Filter the entries down to the lines containing "mark", and copy those lines.

□ □ □ □ □ □ □

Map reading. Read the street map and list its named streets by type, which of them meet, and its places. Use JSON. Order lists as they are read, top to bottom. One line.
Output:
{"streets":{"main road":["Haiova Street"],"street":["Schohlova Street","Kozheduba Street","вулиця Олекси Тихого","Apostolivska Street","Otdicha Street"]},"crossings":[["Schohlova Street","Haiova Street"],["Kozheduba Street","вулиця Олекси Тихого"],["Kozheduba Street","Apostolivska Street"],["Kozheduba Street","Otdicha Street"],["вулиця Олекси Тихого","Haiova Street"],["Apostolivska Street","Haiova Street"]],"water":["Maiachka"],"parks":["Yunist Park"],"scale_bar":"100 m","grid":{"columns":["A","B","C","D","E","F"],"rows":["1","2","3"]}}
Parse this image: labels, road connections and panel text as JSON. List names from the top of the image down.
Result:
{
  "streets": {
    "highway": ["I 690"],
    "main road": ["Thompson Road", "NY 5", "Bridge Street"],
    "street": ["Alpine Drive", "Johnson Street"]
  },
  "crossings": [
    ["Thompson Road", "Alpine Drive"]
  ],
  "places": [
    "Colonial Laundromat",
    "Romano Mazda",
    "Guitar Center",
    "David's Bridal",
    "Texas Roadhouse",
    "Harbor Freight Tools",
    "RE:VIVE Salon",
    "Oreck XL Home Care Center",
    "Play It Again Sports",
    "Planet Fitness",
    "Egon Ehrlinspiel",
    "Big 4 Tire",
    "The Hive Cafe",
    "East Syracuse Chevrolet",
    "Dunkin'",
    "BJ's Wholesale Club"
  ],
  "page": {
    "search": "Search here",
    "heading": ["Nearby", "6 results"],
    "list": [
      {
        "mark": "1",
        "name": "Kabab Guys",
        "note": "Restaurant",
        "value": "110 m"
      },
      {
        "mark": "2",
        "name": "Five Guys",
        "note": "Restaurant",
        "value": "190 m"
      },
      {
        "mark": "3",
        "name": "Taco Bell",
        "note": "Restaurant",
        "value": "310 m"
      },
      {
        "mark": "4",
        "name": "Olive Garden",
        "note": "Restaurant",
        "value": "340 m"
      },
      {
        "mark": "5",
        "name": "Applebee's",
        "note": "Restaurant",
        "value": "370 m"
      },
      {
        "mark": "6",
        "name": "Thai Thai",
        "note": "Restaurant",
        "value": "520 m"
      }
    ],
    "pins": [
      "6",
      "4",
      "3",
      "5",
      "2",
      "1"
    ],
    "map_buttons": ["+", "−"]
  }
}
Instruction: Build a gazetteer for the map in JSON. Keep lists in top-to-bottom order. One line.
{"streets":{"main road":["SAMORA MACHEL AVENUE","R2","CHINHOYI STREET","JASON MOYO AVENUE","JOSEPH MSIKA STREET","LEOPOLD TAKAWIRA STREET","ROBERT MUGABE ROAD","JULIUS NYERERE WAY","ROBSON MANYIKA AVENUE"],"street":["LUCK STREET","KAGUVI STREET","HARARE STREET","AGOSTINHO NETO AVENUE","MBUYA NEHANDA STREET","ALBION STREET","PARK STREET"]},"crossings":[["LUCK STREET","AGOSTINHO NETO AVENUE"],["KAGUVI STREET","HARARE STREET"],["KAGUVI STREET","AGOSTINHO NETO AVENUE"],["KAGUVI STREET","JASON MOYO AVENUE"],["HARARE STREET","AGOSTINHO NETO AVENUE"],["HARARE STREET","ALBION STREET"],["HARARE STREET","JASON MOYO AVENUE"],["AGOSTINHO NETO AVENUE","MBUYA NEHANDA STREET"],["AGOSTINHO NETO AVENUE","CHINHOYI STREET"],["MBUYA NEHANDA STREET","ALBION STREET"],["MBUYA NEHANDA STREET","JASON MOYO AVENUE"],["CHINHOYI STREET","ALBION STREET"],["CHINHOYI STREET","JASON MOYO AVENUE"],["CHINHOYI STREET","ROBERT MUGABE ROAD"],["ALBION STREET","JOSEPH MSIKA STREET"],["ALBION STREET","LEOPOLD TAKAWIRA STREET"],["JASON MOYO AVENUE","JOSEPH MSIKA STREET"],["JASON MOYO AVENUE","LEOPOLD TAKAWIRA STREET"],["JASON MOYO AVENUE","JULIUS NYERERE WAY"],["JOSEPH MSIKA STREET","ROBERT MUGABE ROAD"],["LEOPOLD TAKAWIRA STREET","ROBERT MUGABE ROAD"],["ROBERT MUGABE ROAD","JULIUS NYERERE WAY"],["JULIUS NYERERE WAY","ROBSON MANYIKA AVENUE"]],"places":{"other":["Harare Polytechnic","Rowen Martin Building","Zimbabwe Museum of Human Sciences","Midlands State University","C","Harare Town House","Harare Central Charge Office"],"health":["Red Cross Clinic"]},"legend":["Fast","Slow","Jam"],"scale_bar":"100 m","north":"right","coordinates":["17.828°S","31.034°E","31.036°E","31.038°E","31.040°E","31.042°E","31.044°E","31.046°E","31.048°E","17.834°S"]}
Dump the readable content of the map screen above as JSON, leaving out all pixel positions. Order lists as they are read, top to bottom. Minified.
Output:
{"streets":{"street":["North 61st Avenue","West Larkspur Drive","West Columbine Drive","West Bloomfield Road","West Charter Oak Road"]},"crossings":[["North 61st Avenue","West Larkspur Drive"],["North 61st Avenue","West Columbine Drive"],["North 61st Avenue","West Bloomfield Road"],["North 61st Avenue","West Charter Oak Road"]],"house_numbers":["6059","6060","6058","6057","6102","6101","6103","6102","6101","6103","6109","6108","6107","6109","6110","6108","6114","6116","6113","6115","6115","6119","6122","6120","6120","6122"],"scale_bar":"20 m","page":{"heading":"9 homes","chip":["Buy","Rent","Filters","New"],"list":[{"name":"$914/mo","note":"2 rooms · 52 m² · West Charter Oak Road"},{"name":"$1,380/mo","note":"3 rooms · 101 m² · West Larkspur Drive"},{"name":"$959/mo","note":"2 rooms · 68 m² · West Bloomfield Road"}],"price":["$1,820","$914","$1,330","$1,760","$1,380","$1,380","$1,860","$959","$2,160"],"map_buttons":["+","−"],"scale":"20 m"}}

□ □ □ □ □ □ □

▸ Response box:
        "mark": "1",
        "mark": "2",
        "mark": "3",
        "mark": "4",
        "mark": "5",
        "mark": "6",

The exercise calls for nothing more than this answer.